Kazi Zafar Ahmed joined the country-wide united anti-Ershad movement. It was through his initiative that the BNP-led 7 party united front emerged in parallel with the Awami League-led 14 party alliance. The anti-Ershad movement continued with ups and downs just like a tide; but it never stopped. At some point Ershad started various clever ploys to break up opposition parties and he began to attract leading opposition figures like a skilled magician. He also promised general elections.
This was the most difficult time in Kazi Zafar Ahmed’s political career. Sitting in the office of the UPP at 42/43 Purana Paltan, we often witnessed a white car sent from a special place waiting at some distance. Coming out of the party office, many used to go away in that car; their journey was towards that special place. Gradually Kazi Zafar Ahmed was losing his friends and political associates. After Rano-Menon, he also lost Mannan-Noman when he was leaving Ziaur Rahman. His image of a fiery uncompromising leader of the 1960s was also gradually fading away in the opposition camp. As if he was neither here nor there.

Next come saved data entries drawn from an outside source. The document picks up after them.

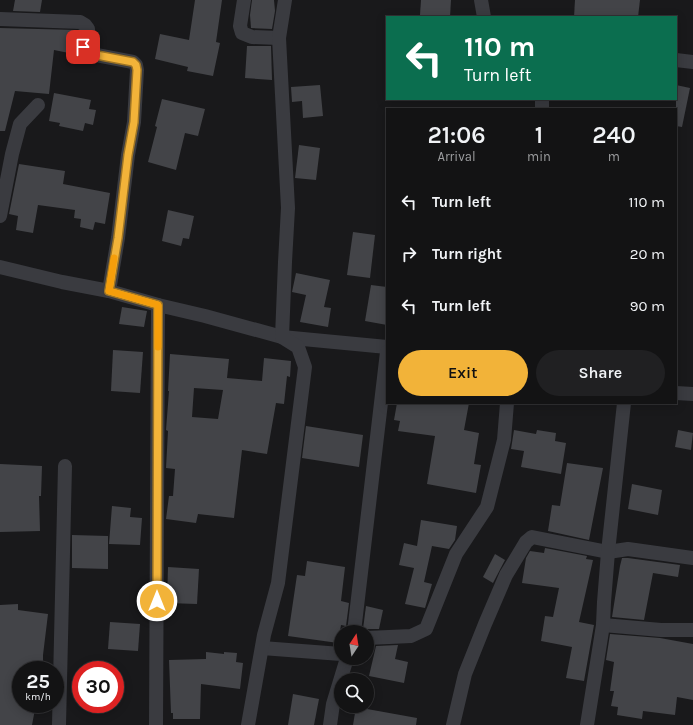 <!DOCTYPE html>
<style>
body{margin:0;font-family:Karla,sans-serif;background:#202022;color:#f1f3f6;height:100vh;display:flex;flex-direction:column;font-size:15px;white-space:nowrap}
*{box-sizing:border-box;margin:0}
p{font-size:13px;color:#9d9ea0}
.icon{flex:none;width:22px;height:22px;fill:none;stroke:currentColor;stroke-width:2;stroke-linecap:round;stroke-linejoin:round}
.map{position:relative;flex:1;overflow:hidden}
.side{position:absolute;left:386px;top:108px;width:291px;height:296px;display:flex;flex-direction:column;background:#131314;border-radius:0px;box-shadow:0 2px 10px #0003,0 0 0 1px #323234}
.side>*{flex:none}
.banner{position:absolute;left:386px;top:16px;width:291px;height:84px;border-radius:0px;box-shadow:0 2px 10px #0003,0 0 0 1px #323234;background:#0b6e4f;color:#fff;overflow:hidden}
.needle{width:26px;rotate:12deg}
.controls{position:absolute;left:334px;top:625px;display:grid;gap:8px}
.controls a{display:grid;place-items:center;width:40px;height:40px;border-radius:50%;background:#131314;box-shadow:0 2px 10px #0003,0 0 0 1px #323234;font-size:20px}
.speed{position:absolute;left:12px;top:661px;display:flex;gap:8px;font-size:20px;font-weight:700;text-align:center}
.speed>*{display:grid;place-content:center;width:52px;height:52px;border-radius:50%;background:#131314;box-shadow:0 2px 10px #0003,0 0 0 1px #323234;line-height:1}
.speed small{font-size:10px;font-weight:400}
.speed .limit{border:6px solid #d22;background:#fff;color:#111}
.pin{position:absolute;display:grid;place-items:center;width:34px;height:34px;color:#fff;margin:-17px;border-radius:8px;box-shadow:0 2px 6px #0006}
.me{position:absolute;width:44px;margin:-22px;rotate:0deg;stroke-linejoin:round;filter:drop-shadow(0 0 3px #0008)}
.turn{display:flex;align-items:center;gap:14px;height:84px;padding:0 12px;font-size:18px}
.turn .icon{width:52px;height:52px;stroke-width:2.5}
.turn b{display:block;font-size:28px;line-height:34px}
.eta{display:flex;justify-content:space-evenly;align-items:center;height:68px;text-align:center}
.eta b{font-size:24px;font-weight:600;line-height:28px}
.primary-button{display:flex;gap:8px;margin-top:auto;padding:8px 12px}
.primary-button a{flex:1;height:46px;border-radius:24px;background:#f2b339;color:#111;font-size:16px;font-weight:600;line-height:46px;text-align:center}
.primary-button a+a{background:#202022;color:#f1f3f6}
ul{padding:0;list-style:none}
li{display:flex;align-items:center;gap:12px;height:52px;padding:0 12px}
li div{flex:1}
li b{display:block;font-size:15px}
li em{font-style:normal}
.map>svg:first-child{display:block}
.building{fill:#434448;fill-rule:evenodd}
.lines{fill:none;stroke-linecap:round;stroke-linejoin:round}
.street{stroke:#3a3b40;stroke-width:14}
.route-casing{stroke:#9d7425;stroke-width:10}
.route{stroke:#f2b339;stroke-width:7}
.slow{stroke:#f59e0b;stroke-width:7}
</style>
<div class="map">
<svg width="693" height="725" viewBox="0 0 693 725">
<rect width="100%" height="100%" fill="#19191b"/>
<g class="building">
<polygon points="15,0 42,0 40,12 13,11"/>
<polygon points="195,0 222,0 216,42 220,43 213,76 187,71 188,67 155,59 160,34 189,40"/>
<polygon points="252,0 274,0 275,11 272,29 251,28 250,15"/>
<polygon points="421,0 451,0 450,17 420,15"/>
<polygon points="575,0 640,0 638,17 574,17"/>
<polygon points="0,28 77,30 74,54 54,50 49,94 15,91 5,131 0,131"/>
<polygon points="247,46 271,46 272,80 245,78"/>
<polygon points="320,85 323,116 303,118 302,101 292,102 291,87"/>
<polygon points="676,85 690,88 682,127 676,126"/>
<polygon points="54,93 91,100 89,109 96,110 93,125 85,123 83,131 59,126 60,123 49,121"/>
<polygon points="162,99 205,109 198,136 185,133 176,170 148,162 157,127 155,126"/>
<polygon points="299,145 320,148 316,180 295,178"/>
<polygon points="19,164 65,171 63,184 110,193 105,224 95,222 93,230 80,227 81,219 74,218 75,210 38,205 33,233 16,230 18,216 9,214"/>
<polygon points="168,210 194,216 189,239 183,238 181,246 162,241"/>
<polygon points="353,232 375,235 370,278 347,275"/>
<polygon points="296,273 330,280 324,307 331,308 328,327 300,322 306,295 292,292"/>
<polygon points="371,285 387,287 387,325 365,321"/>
<polygon points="122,307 147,311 144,327 119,324"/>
<polygon points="113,350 143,352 140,393 111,391"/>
<path d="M170 354 229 359 227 378 262 381 264 358 291 361 290 377 287 376 284 404 276 403 267 454 242 450 234 518 198 514 196 523 166 519 169 496H173L175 469 166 468 168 431 166 430 169 391H168ZM194 388 223 390 218 419 192 417Z"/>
<polygon points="397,403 423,403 439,405 439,403 469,403 464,430 479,433 474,464 481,465 476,493 427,484 435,436 398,431 400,421 394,420"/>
<polygon points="306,426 363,435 359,467 302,458"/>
<polygon points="514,430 536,434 537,430 556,433 555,441 566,443 561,474 521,467 524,451 511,449"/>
<polygon points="678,430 693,433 691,450 675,447"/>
<polygon points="567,463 603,468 589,540 548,531 552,505 560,506"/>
<polygon points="0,464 42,466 41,496 39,496 40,531 0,532"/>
<polygon points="632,484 662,490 658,515 628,509"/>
<polygon points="112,506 131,508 130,517 142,518 140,545 109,544"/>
<polygon points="421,520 457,526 455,540 449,549 432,546 424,582 432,584 425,608 405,604 414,568 399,565 404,543 417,546"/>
<polygon points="72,535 108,536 108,569 72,568"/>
<polygon points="545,548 587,556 586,559 593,560 579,622 594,625 584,681 566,678 572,647 541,641 545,616 553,617 559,588 522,583 526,558 530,551 544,553"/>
<polygon points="495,554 505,560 493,583 483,577"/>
<polygon points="622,558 628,558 680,565 678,577 653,573 644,620 612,617 620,566"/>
<polygon points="307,561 345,567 341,601 349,603 346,626 341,625 338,643 288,636 297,575 305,576"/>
<polygon points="168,567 199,569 197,604 167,603"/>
<polygon points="18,604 18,610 48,614 43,655 43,669 21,669 21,704 36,704 32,725 0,725 0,605"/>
<polygon points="366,606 383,610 379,629 363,629"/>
<polygon points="110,622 140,624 138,651 108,649"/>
<polygon points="610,634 660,638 693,644 693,700 677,697 675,715 643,711 642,719 617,715 618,707 611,706 614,691 610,691 614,662 606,660"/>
<polygon points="398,645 395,659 408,662 404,683 369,676 376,646"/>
<polygon points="206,652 224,654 224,652 237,653 236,662 243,663 240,689 201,684 200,719 173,719 173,713 171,713 169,660 206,659"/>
<polygon points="293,694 319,699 314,725 288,725"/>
<polygon points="356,707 417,718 416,725 353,725"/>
</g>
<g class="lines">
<g class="street">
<polyline points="244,0 240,26 242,33 252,37 279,38"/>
<polyline points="481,0 484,17"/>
<path d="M0 19 80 22 85 25 88 29C86 37 80 47 86 53L133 62 136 65 137 70 134 122 128 155 118 238 109 291"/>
<polyline points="676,60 693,62"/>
<polyline points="542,109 542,99"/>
<polyline points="0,216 12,154 20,124 38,105"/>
<polyline points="0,267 62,282 109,291 158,305 205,316 282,337 387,347"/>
<polyline points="676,393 693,394"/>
<polyline points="603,625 661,630 693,630"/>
<polyline points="354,632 387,352"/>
<polyline points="367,638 411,636 426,629 456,554 487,507 504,440 507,403"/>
<polyline points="262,648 341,654"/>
<polyline points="59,725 65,466"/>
<polyline points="156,725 158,305"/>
<polyline points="248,725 264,635 278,583 305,367 298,347 282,337 285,262 288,208 279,38 285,0"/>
<polyline points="330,725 333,704 347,658"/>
<polyline points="453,725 465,674 485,624 506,575 526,542 532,537 608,552 628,549 693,558"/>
<polyline points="587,725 603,625 604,602 608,552 624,403"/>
</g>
</g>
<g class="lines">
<g class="route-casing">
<polyline id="route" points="83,47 84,50 86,53 133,62 136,65 137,70 134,122 128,155 118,238 109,291 158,305 157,601"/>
</g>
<use href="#route" class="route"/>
<polyline class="slow" points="114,258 109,291 158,305 158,347"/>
</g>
</svg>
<div class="controls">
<a><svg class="needle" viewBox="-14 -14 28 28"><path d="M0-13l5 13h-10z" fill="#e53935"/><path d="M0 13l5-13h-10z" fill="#9d9ea0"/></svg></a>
<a><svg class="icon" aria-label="search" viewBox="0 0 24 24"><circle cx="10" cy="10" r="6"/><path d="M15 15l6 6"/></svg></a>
</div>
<div class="speed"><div>25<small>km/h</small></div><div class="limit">30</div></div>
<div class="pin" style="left:83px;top:47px;background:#d93025"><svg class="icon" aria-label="arrive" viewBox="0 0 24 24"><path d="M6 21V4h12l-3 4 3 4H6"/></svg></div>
<svg class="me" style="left:157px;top:601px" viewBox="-20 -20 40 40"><circle r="17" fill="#f2b339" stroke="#fff" stroke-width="3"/><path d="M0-11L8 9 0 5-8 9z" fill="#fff"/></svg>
<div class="banner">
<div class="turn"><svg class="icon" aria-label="left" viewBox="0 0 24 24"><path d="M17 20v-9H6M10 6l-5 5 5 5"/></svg><div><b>110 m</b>Turn left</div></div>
</div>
<section class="side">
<div class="eta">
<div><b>21:06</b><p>Arrival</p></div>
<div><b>1</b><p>min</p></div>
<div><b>240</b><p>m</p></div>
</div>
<ul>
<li><svg class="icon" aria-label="left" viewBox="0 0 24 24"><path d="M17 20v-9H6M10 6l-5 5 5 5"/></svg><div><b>Turn left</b></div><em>110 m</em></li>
<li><svg class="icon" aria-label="right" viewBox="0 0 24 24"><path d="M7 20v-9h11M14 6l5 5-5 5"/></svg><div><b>Turn right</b></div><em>20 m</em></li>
<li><svg class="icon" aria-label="left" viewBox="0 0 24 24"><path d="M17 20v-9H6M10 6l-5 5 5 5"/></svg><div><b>Turn left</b></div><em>90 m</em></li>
</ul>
<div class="primary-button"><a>Exit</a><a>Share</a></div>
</section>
</div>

We see a lot of examples of people in power enjoying luxurious life after making tons of money and amassing mountains of wealth. But Kazi Zafar Ahmed was an unusual exception. At the end of his life he did not leave behind anything except half a block of a building in Dhaka. His treatment was carried out with the donation from his well-wishers. He also did not compromise on political questions until his last breath. He harshly criticised Ershad for his vacillations and later capitulation during the general elections of 5 January, 2014 and severed all relations with him.
Yet, controversy about him will perhaps continue. In fact, controversy happens about those from whom expectations are high; those who are epoch-makers; those who soar high in the glaring sky of politics like a shining star, a luminary. Kazi Zafar Ahmed was one of them. Long live Kazi Zafar.